ECS Fargate Execution Guide
ECS Fargate execution allows you to run Dagy DAG flows as containerized workloads in AWS ECS, suitable for workloads exceeding Lambda's 15-minute timeout or requiring more than 10 GB of memory. This guide covers setup, usage, and operational patterns.
Getting Started with ECS Fargate Execution
ECS Fargate execution allows you to run Dagy DAG flows as containerized workloads in AWS ECS, suitable for workloads exceeding Lambda's 15-minute timeout or requiring more than 10 GB of memory.
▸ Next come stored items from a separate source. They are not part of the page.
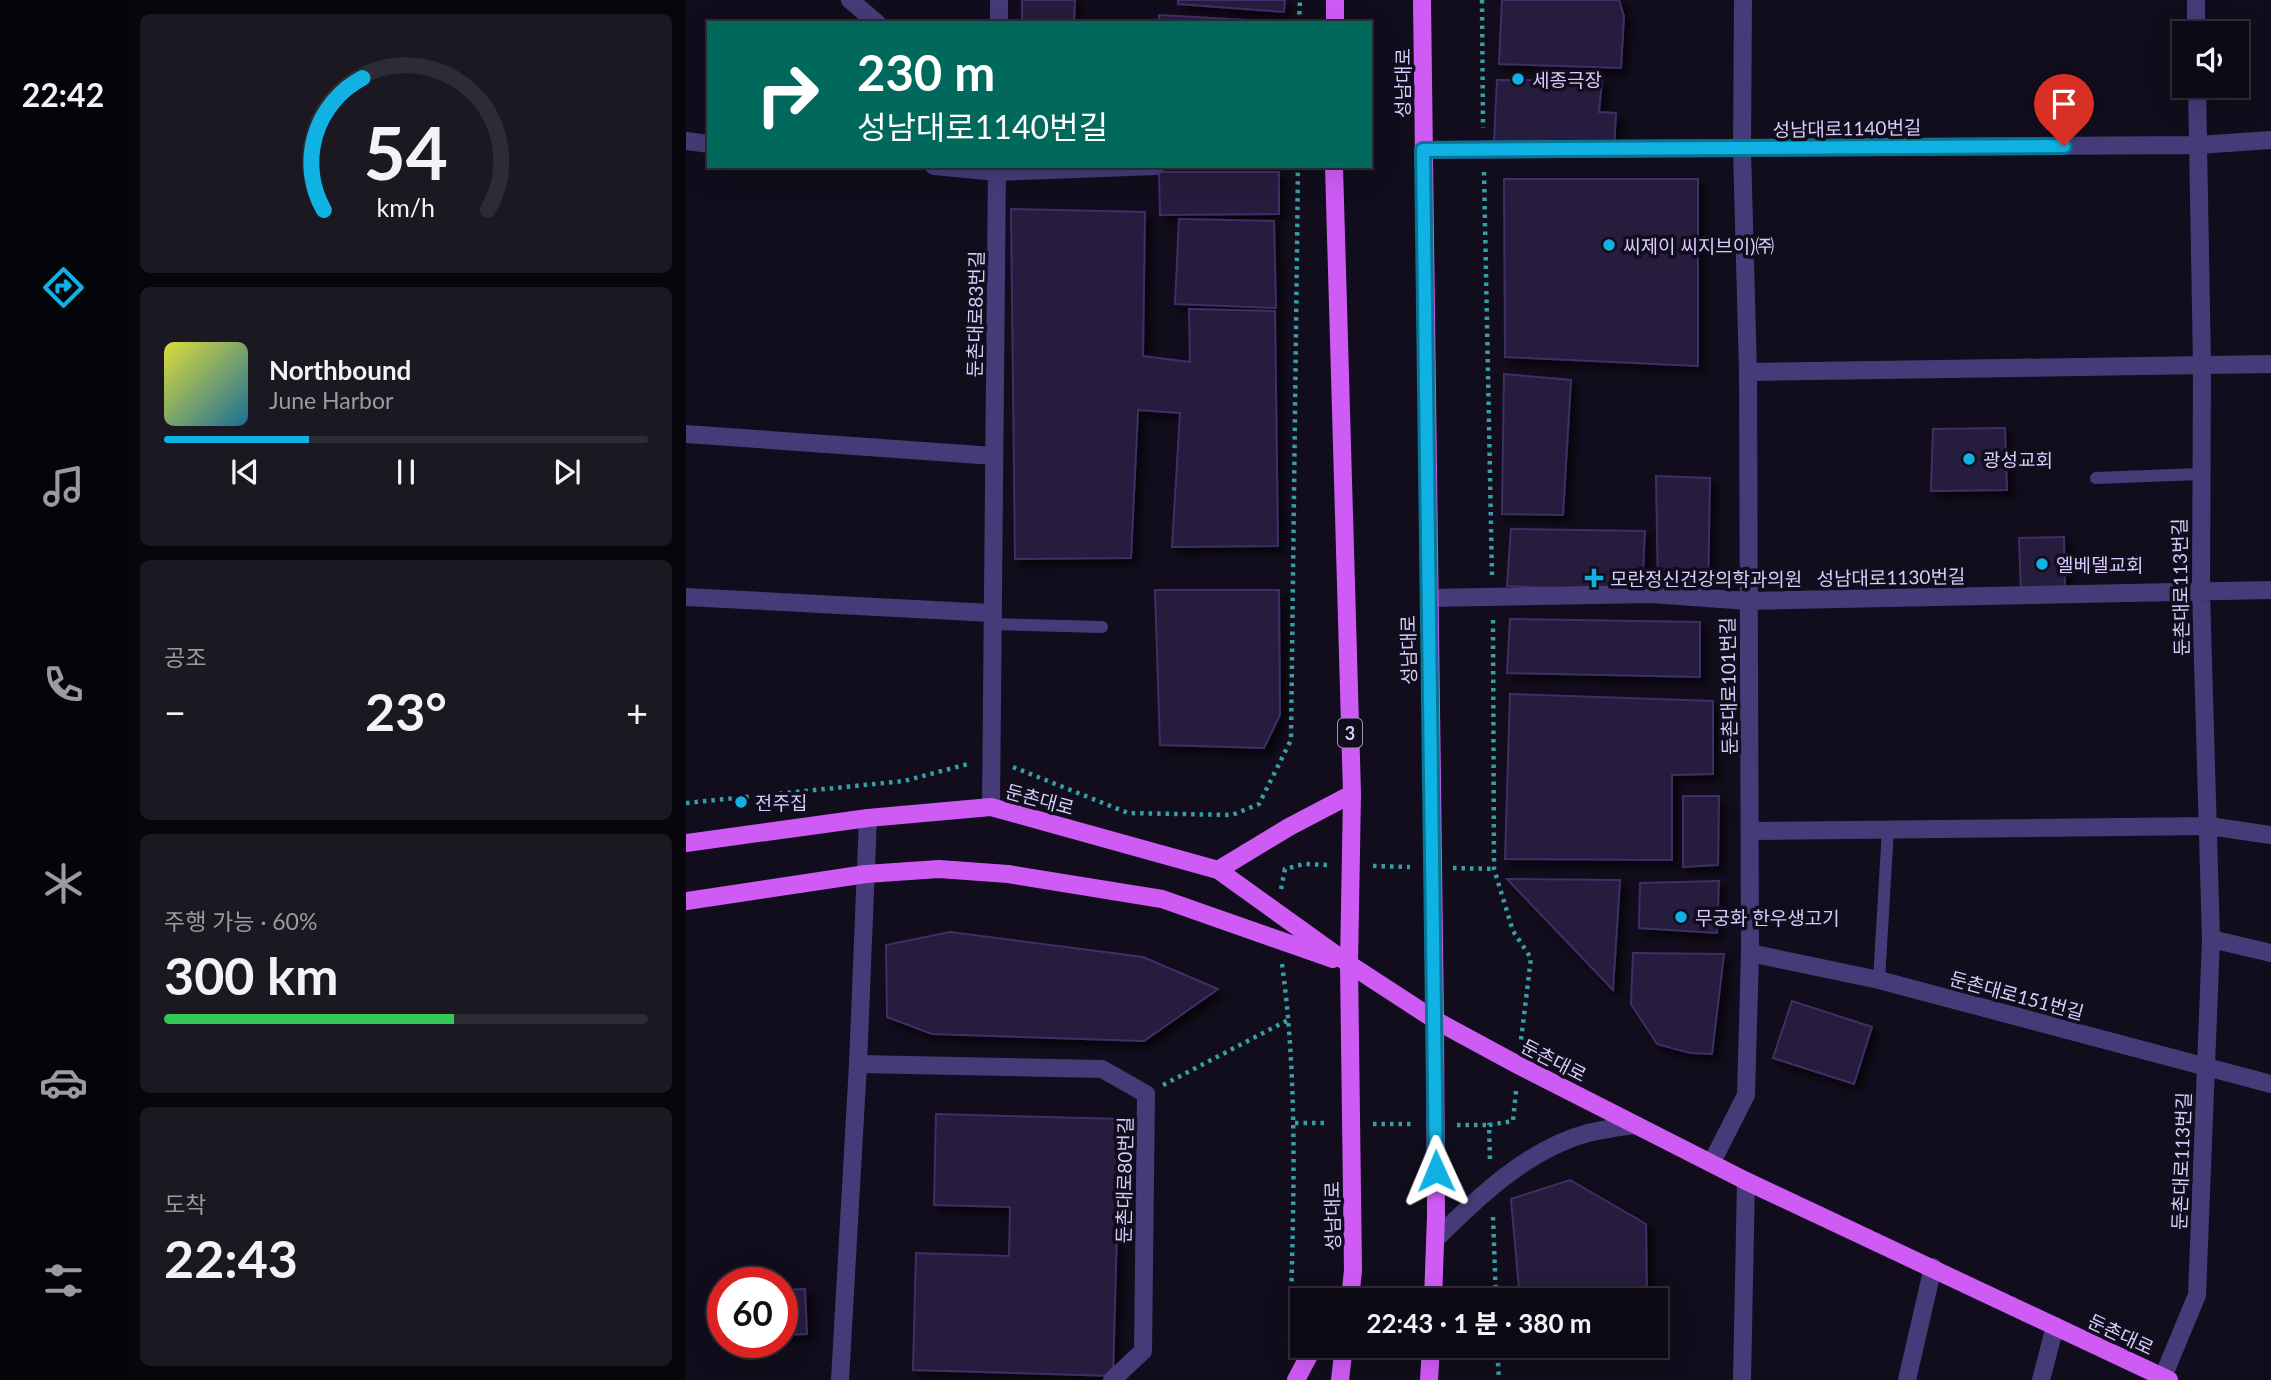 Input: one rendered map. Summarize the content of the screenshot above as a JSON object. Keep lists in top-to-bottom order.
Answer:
{
  "streets": {
    "main road": ["성남대로", "3", "둔촌대로"],
    "street": [
      "성남대로1140번길",
      "둔촌대로83번길",
      "성남대로1130번길",
      "둔촌대로113번길",
      "둔촌대로101번길",
      "둔촌대로151번길",
      "둔촌대로80번길"
    ]
  },
  "crossings": [
    ["성남대로", "성남대로1140번길"],
    ["성남대로", "성남대로1130번길"],
    ["성남대로", "둔촌대로"],
    ["성남대로1140번길", "둔촌대로113번길"],
    ["성남대로1140번길", "둔촌대로101번길"],
    ["둔촌대로83번길", "둔촌대로"],
    ["성남대로1130번길", "둔촌대로113번길"],
    ["성남대로1130번길", "둔촌대로101번길"],
    ["둔촌대로113번길", "둔촌대로"],
    ["둔촌대로113번길", "둔촌대로151번길"],
    ["둔촌대로101번길", "둔촌대로"],
    ["둔촌대로101번길", "둔촌대로151번길"]
  ],
  "places": {
    "other": [
      "세종극장",
      "씨제이 씨지브이)㈜",
      "광성교회",
      "엘베델교회",
      "전주집",
      "무궁화 한우생고기"
    ],
    "health": ["모란정신건강의학과의원"]
  },
  "page": {
    "tabs": "22:42",
    "turn": ["230 m", "성남대로1140번길"],
    "song": ["Northbound", "June Harbor"],
    "tile": [
      "공조",
      ["주행 가능 · 60%", "300 km"],
      ["도착", "22:43"]
    ],
    "heat": ["−", "23°", "+"],
    "limit": "60",
    "trip": "22:43 · 1 분 · 380 m",
    "gauge": ["54", "km/h"]
  }
}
This guide covers setup, usage, and operational patterns.
Prerequisites
Before deploying ECS Fargate execution, ensure you have:
- An AWS account with appropriate IAM permissions to create EC2, ECS, Lambda, DynamoDB, and S3 resources
- AWS CDK installed and configured (version 2.x or later)
- Python 3.12+ installed locally for development
- Docker installed for building and testing container images
- The Dagy SDK and API installed in your Python environment
Verify your setup by running:
aws sts get-caller-identity
cdk --version
docker --version
python --version
Building and Pushing the Worker Docker Image
The ECS worker container image is built from Dockerfile.worker in the project root. This image contains the Dagy SDK, boto3, and the worker entrypoint at src/dagy_api/ecs/worker_main.py.
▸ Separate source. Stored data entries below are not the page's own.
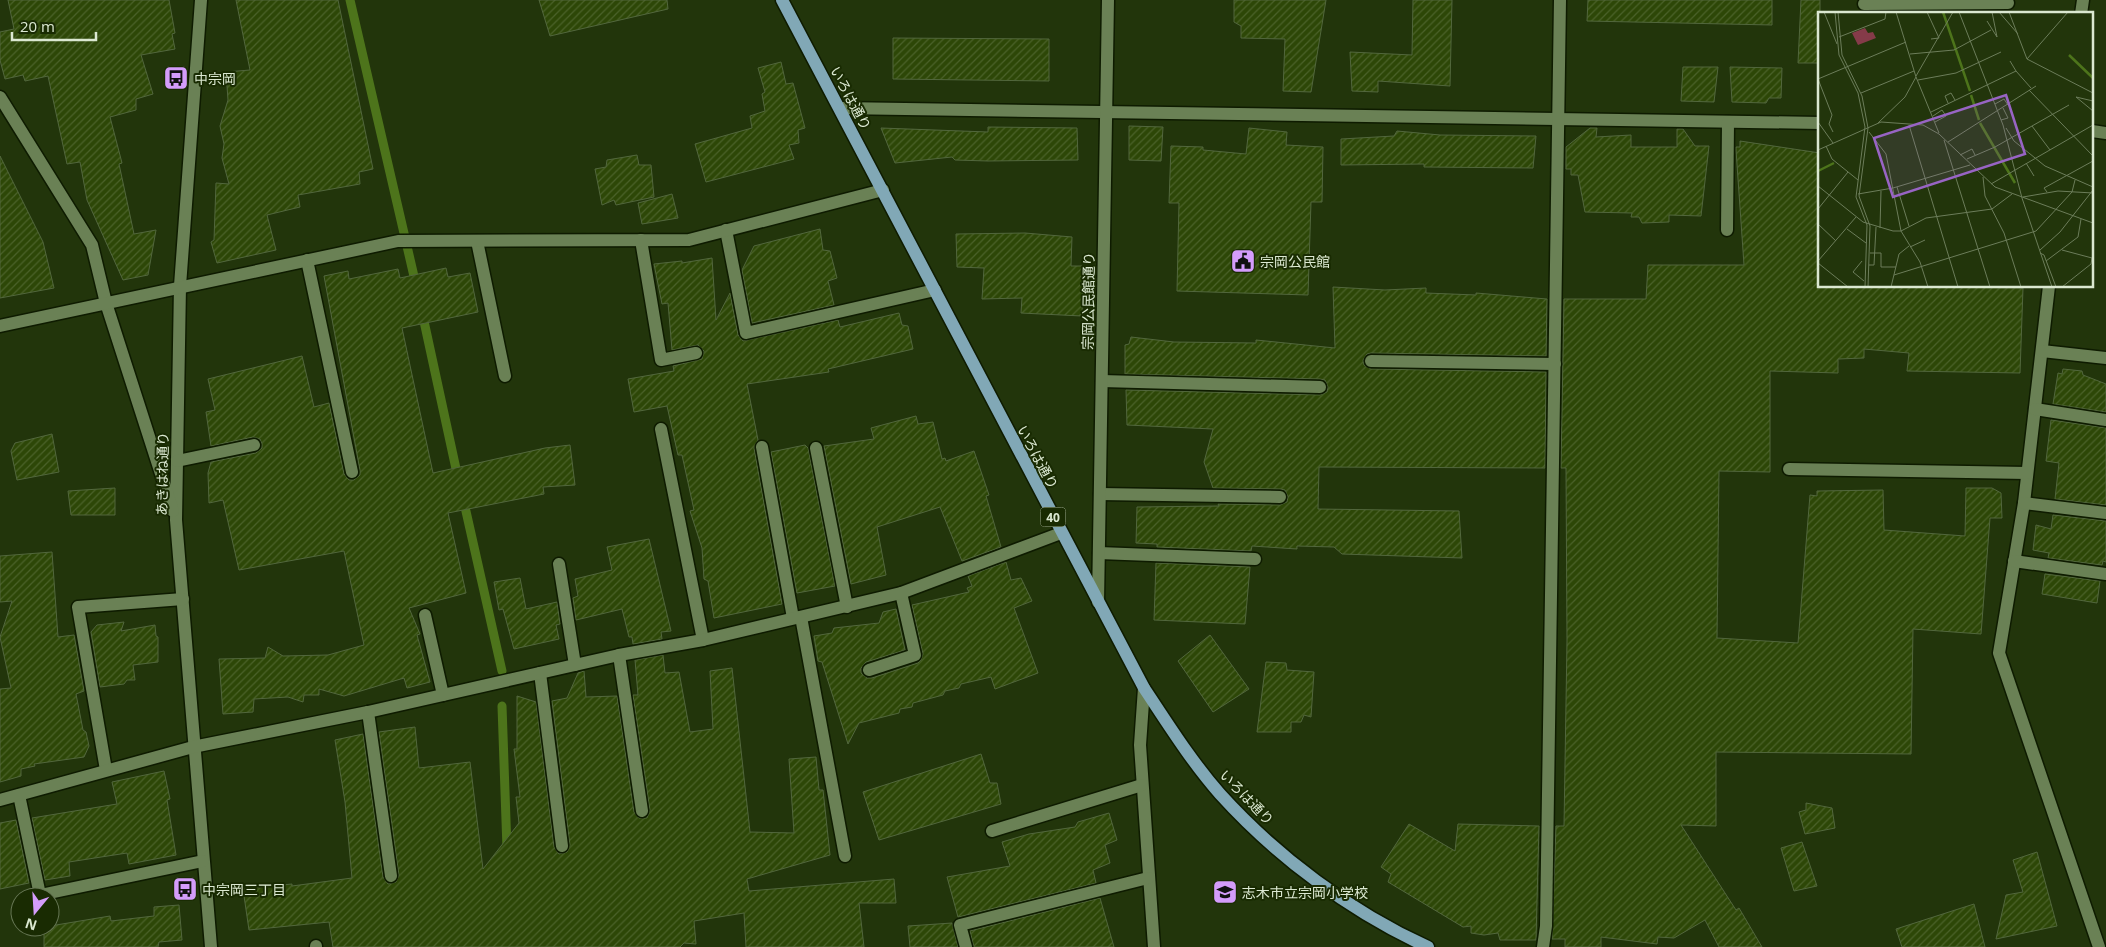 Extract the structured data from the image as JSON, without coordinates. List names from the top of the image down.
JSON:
{
  "streets": {
    "main road": ["いろは通り", "40"],
    "street": ["宗岡公民館通り", "あきはね通り"]
  },
  "crossings": [
    ["いろは通り", "宗岡公民館通り"]
  ],
  "places": {
    "bus stop": ["中宗岡", "中宗岡三丁目"],
    "public building": ["宗岡公民館"],
    "school or university": ["志木市立宗岡小学校"]
  },
  "scale_bar": "20 m",
  "north": "bottom"
}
To build the image locally:
docker build -f Dockerfile.worker -t dagy-worker:latest .
docker tag dagy-worker:latest dagy-worker:v1.0.0
To push the image to an ECR repository:
First, create an ECR repository if it doesn't exist:
aws ecr create-repository --repository-name dagy-worker --region us-east-1
Then authenticate Docker to the registry and push:
aws ecr get-login-password --region us-east-1 | docker login --username AWS --password-stdin 123456789.dkr.ecr.us-east-1.amazonaws.com
docker tag dagy-worker:latest 123456789.dkr.ecr.us-east-1.amazonaws.com/dagy-worker:latest
docker push 123456789.dkr.ecr.us-east-1.amazonaws.com/dagy-worker:latest
The CDK stack in infrastructure/dagy_stack.py can be configured to use your ECR image. Set the lambda_image_uri in StackConfig to point to your image:
config = StackConfig(
environment="production",
app_name="dagy",
lambda_image_uri="123456789.dkr.ecr.us-east-1.amazonaws.com/dagy-worker:latest",
...
)
For development and testing, you can use a local image if your ECS cluster has access to Docker. For production, always use a properly versioned image from a persistent registry.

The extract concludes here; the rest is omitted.